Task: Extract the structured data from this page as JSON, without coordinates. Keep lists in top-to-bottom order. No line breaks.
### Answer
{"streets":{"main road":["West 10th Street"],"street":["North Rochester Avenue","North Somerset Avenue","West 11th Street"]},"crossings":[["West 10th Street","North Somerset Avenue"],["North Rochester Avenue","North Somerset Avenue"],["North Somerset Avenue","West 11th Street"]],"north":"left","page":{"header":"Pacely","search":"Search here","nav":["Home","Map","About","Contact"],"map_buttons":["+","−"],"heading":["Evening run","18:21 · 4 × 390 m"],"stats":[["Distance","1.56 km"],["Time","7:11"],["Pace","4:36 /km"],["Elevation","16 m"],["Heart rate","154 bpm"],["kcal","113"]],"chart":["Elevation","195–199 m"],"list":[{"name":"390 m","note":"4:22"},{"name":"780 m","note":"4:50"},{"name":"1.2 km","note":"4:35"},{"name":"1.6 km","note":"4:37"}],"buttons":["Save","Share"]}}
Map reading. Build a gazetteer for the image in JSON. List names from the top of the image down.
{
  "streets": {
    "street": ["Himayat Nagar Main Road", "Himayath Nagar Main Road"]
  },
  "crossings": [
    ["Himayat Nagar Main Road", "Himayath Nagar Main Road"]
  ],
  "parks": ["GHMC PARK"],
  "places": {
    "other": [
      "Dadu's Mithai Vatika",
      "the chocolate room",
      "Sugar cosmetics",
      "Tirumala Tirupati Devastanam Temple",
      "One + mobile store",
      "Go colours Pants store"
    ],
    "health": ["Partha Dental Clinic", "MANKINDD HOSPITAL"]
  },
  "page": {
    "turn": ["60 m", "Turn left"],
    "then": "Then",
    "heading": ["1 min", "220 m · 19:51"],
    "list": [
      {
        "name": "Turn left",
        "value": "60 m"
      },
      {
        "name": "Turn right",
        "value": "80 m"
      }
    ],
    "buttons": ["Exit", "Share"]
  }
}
* * * * *
From the records above, copy each line that contains the word "store".

      "One + mobile store",
      "Go colours Pants store"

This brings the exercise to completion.